ONDC, a non-profit firm that was set up by India's commerce ministry in 2021, is an "interoperable" network, where buyers and sellers can do business regardless of service they use, disrupting the consumers' reliance on using proprietary services run by Amazon and Flipkart.
"This is the UPI moment for e-commerce," said Sameer Nigam, co-founder and chief executive of PhonePe. "I think there is legitimate friction in the e-commerce industry. Would we have entered the e-commerce industry had ONDC not happened? Absolutely not."
Scores of industry players including the 48-year-old retailer Sangeetha Mobiles, and restaurants are hoping that ONDC makes a dent in the market and forces incumbents to lower their fees, their executives said.
"Pincode is a brand-new shopping app and offers a revolutionary new approach to e-commerce, which puts all the local stores and sellers at the heart of the digital shopping growth story. Pincode is built on the ONDC network, which allows us to generate demand for merchants digitized by various seller platforms in an inclusive manner, while creating new opportunities for growth and driving innovation at scale," he added.

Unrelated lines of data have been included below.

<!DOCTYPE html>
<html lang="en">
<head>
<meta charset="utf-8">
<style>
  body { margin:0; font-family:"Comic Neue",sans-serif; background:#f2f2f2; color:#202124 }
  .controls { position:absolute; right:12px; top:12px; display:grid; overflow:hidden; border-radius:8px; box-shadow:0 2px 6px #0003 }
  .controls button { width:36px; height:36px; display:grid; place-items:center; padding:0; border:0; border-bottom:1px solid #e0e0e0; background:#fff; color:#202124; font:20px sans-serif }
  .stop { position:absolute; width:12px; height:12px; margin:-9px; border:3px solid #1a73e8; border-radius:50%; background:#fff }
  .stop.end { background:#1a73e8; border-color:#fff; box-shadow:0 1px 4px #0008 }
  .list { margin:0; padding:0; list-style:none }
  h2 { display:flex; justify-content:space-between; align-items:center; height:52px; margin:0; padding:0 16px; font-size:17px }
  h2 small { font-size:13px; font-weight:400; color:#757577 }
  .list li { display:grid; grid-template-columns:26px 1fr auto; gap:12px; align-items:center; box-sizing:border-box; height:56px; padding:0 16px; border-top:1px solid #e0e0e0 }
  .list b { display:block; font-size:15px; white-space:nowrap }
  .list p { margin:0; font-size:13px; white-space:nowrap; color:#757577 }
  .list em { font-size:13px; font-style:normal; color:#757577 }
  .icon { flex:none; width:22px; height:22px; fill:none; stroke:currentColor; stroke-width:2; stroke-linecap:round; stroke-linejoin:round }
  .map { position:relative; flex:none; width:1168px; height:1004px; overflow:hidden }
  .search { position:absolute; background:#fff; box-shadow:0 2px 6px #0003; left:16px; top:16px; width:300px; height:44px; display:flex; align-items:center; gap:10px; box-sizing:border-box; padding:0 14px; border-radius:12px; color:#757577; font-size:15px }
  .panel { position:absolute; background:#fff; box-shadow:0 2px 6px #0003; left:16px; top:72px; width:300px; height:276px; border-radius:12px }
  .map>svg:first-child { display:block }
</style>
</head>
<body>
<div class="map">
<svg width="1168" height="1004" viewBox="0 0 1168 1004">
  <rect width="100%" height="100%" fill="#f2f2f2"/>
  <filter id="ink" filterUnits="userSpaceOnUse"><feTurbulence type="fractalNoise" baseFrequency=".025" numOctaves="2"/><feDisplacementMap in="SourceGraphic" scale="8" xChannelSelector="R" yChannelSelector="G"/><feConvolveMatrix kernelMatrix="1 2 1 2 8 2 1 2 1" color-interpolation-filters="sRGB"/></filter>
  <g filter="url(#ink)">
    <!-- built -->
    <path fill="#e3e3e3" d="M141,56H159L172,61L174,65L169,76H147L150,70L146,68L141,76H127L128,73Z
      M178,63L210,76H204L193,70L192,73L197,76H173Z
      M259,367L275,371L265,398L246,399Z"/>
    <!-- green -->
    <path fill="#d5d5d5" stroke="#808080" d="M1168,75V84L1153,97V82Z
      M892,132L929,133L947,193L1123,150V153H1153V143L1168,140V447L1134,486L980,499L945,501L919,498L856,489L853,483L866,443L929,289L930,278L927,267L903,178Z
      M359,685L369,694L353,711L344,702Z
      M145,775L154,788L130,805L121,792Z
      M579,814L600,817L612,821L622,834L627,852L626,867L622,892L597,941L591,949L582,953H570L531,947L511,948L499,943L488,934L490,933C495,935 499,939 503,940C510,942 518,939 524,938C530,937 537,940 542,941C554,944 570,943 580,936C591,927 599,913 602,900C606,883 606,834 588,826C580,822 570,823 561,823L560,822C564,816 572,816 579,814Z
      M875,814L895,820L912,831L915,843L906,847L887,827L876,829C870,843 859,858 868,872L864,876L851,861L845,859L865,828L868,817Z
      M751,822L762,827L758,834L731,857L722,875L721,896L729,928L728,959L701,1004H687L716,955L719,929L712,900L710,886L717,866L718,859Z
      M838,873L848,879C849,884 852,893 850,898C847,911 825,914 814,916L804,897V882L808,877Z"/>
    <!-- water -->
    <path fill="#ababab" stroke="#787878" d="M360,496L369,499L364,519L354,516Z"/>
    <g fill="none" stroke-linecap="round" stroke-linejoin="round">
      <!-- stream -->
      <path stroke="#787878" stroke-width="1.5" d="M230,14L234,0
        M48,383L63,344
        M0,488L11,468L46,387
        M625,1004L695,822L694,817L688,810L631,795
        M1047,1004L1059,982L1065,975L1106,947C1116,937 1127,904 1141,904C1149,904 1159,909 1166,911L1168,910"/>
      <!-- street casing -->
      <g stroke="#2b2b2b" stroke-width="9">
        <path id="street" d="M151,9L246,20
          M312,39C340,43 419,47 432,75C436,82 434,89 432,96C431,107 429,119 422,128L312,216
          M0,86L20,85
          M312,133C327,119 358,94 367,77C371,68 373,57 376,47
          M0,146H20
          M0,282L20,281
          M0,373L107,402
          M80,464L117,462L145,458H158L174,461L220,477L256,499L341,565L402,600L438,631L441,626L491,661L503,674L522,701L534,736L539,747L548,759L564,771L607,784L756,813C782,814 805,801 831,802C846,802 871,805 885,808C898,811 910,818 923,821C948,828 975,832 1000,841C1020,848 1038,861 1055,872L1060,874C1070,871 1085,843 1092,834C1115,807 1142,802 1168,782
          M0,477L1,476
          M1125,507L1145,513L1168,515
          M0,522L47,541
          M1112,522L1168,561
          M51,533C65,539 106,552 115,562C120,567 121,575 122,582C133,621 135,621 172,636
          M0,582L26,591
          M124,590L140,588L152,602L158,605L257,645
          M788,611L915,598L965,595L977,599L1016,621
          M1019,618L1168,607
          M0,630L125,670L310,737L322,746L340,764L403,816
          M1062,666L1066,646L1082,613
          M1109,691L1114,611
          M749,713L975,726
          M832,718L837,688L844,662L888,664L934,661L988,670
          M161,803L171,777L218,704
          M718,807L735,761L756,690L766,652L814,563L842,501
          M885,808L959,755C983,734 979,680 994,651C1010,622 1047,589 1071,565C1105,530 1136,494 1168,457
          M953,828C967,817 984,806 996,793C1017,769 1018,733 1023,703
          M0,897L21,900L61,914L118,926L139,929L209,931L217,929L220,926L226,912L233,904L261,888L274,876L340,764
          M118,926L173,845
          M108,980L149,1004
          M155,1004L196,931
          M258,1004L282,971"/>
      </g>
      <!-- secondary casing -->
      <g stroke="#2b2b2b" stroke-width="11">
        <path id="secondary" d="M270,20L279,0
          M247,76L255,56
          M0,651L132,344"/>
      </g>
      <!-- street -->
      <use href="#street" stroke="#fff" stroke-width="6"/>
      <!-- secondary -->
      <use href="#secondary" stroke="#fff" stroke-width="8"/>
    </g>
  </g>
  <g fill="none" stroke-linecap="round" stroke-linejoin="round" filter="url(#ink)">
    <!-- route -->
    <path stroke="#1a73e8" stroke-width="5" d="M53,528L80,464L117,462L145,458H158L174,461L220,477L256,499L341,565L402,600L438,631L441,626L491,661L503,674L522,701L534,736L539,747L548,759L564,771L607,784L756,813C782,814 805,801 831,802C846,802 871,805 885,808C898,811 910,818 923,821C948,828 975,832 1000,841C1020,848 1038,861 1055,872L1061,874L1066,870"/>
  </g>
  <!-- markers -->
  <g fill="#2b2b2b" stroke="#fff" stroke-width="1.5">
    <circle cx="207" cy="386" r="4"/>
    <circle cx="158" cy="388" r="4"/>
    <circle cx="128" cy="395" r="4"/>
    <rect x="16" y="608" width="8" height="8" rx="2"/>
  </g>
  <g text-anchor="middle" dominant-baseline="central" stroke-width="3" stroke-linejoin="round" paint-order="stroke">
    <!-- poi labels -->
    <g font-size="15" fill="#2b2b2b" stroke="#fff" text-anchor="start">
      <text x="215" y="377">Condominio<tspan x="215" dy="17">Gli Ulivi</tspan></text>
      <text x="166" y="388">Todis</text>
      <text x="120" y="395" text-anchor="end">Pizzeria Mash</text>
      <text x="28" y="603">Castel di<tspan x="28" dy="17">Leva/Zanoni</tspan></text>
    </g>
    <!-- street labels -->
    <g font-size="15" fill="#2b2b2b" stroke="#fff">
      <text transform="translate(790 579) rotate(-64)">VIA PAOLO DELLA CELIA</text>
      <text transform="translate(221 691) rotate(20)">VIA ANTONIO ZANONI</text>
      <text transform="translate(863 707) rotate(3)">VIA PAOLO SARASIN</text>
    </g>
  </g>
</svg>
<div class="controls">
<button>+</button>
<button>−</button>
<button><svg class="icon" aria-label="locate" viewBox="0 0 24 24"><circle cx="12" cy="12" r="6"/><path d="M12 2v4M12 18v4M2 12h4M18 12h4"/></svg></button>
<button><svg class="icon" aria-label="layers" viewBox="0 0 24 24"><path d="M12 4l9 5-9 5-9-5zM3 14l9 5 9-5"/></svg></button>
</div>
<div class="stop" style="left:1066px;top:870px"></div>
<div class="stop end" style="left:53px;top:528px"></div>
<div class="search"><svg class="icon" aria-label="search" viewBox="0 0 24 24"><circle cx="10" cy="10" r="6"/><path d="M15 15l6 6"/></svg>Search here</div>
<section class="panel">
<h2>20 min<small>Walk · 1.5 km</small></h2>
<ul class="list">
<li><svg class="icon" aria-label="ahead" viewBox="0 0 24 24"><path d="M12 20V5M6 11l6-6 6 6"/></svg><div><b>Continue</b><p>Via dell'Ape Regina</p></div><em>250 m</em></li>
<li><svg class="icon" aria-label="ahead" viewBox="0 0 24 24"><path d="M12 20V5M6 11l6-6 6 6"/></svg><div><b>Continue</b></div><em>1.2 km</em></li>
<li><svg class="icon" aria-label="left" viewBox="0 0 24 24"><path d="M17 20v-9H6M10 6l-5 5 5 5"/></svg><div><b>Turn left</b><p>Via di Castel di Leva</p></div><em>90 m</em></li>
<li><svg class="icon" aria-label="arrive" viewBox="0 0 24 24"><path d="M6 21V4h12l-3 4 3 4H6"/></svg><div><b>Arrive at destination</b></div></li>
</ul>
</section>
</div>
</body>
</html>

PhonePe, valued at $12 billion, signing up to ONDC is remarkable in a number of ways.
PhonePe said it will "invest significant effort" in Pincode and in "enabling every Indian shopkeeper spread across every nook and corner, over the next few years."
India's e-commerce market, currently dominated by Flipkart and Amazon, is estimated to be worth $133 billion by 2025, according to wealth manager Sanford C. Bernstein. ONDC poses a major disruption to the e-commerce sector, according to Morgan Stanley, but it still has a few things that need to be ironed out.
"We see execution challenges... such as in the ability to bridge the trust deficit between sellers and buyers, and provide real- time availability data for inventory management," they wrote in a recent report.